September 03, 2008

Star Wars & Feminism

I have wanted to blog more, desperately full of things to write about feminism, Sarah Palin, elections, teaching--but I am left with nothing but a vague weariness when I leave school.

My school is desperately trying to improve, with new schedules, new teacher demands, new rules and regulations--and I am exhausted every day. I simply do not have the energy to do much more than come home and read or knit.

And I have been reading--Mama Cool also gifted me with Madeleine L'Engle's A Circle of Quiet, one of her Crosswicks journals, full of L'Engle insight; for my knitting anniversary I purchased a historical tale of Knitting in America, and I've been learning just what and how they knit in the past. The incredibly tiny gauge and needles and L'Engle's wisdom and honesty are blowing my mind.

And I have been knitting--I've finished my Queen Bee hat, so it's just waiting for buttons; I'm knitting in circles on my plain socks, and I tried to wind up my Plain & Fancy yarn for a lovely scarf last night, but tangles ensued.

So, I'll leave you with a Star Wars feminist thought: as I watched A New Hope last night (Han Shot First!), I realized that to Obi-Wan and Yoda, Leia was more important. Think about it--she was much more protected, having been adopted, sent to a completely foreign to Darth planet, and having no name connection to him. Meanwhile, Luke's last name was Skywalker, and he was hanging around Tatooine with Darth's step-brother. Maybe this is interesting, or maybe when watching a movie for the billionth time you lose all sense of reality. (This also happens to me when I read Romeo and Juliet.)

So, can America handle a regular gal as VP? Can you be a conservative and a feminist at the same time? Have you ever read and loved a L'Engle book? Is Leia more important to the rebellion?


The Coach said...

Don't forget that Luke was shadowed his whole life by Obi-Wan; Obi-Wan wasn't hanging out in the desert because he liked being seen as a crotchety old guy. He was purposed (can I really use that as a verb?) to watch Luke and ensure his safety. Perhaps the classical hero archetype is too male-focused/mysogynistic (or both), but it seems that Luke is the one who has to follow the seemingly unprotected path to bring balance to the force and, consequently, the galaxy.
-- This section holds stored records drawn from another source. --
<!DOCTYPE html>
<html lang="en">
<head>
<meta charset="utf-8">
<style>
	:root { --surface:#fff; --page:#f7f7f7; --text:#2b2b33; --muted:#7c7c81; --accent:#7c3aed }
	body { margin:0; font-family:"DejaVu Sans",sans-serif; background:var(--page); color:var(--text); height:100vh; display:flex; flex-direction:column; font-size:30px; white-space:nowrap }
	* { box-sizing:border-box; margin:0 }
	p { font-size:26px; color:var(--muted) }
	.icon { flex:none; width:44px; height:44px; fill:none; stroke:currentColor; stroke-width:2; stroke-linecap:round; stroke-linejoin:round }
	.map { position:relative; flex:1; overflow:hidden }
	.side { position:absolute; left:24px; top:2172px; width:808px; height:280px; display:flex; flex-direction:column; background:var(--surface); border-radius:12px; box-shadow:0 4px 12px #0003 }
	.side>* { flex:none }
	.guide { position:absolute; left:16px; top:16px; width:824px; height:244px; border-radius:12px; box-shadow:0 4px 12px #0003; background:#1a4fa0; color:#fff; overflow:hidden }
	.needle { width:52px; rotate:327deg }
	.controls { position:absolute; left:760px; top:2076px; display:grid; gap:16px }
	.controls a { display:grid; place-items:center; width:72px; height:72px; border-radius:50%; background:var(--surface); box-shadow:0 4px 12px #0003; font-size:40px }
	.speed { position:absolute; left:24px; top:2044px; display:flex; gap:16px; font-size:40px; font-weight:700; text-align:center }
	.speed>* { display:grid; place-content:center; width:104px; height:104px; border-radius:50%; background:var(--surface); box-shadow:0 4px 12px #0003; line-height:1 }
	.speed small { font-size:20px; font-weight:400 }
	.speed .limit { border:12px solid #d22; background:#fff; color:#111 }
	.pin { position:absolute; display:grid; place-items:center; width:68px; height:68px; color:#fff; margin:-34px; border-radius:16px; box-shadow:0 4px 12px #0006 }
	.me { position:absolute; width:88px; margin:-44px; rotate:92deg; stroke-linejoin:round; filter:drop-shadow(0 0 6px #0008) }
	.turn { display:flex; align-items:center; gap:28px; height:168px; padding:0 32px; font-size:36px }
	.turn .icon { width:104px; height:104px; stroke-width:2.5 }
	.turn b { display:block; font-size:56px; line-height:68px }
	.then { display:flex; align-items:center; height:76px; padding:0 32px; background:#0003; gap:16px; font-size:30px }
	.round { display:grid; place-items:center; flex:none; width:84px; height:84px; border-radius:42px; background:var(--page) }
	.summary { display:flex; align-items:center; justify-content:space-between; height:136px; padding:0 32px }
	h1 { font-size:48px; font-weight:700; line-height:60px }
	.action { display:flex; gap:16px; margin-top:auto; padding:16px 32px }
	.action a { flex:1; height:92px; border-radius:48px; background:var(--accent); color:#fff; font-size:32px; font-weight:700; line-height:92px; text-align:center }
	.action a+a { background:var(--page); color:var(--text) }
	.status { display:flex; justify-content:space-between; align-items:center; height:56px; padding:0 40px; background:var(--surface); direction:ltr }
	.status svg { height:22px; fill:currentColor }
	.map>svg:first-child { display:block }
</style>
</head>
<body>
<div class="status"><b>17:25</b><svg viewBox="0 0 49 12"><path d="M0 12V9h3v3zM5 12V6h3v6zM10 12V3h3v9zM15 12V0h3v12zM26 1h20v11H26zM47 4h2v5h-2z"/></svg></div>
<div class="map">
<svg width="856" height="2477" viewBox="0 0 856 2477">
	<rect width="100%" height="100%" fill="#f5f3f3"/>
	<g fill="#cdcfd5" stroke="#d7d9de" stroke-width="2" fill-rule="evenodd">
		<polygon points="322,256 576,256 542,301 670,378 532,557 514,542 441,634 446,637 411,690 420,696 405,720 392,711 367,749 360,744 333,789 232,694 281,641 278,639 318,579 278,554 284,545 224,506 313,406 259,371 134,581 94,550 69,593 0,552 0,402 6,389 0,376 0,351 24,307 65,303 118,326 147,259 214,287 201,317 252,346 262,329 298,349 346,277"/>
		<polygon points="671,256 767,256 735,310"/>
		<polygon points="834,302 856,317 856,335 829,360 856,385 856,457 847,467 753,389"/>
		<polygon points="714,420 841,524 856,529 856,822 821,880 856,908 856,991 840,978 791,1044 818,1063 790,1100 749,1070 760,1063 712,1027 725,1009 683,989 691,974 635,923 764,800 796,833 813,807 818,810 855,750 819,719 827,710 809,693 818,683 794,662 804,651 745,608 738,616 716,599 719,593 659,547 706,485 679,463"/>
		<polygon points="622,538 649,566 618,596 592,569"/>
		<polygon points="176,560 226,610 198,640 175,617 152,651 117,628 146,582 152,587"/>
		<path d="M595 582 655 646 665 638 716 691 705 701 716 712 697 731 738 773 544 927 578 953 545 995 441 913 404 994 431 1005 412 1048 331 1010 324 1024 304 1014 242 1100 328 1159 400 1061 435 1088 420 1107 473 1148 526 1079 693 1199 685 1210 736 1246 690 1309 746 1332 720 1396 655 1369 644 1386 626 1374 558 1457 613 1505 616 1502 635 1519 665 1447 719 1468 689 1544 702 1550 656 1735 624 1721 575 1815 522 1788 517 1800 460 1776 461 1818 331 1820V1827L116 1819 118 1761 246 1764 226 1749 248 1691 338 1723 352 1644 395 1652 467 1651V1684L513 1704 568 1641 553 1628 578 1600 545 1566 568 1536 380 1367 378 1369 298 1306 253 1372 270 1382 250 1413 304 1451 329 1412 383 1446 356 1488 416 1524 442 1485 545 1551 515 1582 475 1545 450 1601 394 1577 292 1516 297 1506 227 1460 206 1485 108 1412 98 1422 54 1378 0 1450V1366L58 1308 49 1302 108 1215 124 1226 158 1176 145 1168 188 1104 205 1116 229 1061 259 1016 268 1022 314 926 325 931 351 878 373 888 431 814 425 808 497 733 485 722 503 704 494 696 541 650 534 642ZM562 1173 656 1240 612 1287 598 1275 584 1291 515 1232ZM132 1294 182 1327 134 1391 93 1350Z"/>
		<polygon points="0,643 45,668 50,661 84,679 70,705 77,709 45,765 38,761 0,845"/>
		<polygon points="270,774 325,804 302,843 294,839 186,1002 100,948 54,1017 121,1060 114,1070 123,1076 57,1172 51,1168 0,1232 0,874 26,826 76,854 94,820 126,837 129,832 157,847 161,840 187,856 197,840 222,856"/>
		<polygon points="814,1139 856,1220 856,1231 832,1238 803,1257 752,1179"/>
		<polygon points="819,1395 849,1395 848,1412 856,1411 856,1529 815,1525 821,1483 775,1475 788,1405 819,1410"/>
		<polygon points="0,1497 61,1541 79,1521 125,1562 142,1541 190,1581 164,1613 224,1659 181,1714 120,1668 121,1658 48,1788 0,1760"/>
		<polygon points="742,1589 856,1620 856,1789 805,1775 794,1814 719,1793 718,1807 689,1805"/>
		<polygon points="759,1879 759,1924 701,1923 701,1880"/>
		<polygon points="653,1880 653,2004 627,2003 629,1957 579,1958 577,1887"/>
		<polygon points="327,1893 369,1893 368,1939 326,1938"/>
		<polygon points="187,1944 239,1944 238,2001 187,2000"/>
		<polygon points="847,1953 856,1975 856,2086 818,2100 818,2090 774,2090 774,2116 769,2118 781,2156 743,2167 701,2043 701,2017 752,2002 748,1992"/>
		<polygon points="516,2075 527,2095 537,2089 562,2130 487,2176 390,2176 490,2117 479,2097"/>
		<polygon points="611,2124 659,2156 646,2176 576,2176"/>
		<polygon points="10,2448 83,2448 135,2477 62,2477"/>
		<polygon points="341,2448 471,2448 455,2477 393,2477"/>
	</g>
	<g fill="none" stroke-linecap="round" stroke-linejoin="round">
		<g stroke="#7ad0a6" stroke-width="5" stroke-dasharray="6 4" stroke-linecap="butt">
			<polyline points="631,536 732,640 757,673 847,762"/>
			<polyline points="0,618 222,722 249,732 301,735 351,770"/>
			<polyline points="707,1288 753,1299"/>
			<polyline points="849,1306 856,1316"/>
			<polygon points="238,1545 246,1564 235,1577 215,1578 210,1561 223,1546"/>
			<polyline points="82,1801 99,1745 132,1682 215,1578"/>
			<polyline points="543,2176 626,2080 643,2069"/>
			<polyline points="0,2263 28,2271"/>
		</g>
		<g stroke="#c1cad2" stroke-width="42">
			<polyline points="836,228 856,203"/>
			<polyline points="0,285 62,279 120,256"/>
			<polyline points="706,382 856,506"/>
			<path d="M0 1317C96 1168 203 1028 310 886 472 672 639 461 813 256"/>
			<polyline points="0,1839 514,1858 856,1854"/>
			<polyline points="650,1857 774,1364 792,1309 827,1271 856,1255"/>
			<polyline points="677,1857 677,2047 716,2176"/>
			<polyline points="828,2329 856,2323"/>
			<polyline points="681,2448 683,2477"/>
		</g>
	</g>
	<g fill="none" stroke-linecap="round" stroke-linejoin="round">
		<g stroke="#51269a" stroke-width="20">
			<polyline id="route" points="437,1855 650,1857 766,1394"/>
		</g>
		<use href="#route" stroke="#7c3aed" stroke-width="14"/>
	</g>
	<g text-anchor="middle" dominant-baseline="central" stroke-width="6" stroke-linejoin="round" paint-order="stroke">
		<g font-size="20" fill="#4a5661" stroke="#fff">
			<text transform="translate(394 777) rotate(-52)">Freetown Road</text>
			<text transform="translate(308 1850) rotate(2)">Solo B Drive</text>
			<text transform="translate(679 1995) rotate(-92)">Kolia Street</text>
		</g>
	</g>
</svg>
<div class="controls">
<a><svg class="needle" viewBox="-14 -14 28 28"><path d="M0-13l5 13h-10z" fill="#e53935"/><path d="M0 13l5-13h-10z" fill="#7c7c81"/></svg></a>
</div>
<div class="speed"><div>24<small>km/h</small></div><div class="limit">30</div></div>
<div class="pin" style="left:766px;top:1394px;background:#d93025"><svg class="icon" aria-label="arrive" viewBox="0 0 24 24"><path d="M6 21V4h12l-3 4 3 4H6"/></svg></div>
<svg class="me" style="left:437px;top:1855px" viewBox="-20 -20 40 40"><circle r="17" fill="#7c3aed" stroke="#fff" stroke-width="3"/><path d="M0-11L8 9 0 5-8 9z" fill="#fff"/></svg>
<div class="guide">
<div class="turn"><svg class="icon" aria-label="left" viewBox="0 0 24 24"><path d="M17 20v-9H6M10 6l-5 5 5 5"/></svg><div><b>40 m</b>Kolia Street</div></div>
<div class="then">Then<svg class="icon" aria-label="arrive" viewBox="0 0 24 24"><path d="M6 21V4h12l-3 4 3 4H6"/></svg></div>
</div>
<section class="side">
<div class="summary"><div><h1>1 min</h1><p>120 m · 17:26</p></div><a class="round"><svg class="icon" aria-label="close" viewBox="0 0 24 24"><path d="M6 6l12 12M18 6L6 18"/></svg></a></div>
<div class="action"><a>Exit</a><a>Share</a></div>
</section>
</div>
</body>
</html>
Also, I want one of those new bumper stickers: Coldest State/Hottest Governor.

Amanda said...

Ha--I love those bumper stickers! Very fun. I agree with you about Obi-Wan, but his hanging around also makes him more vulnerable on some level. I doubt Darth would be fooled by the whole "Ben Kenobi" deception. He was indeed purposed to watch Luke, and I guess my advanced argument would be that Obi-Wan considers him the key, and so he becomes it, but perhaps Yoda was just waiting for Leia to show up?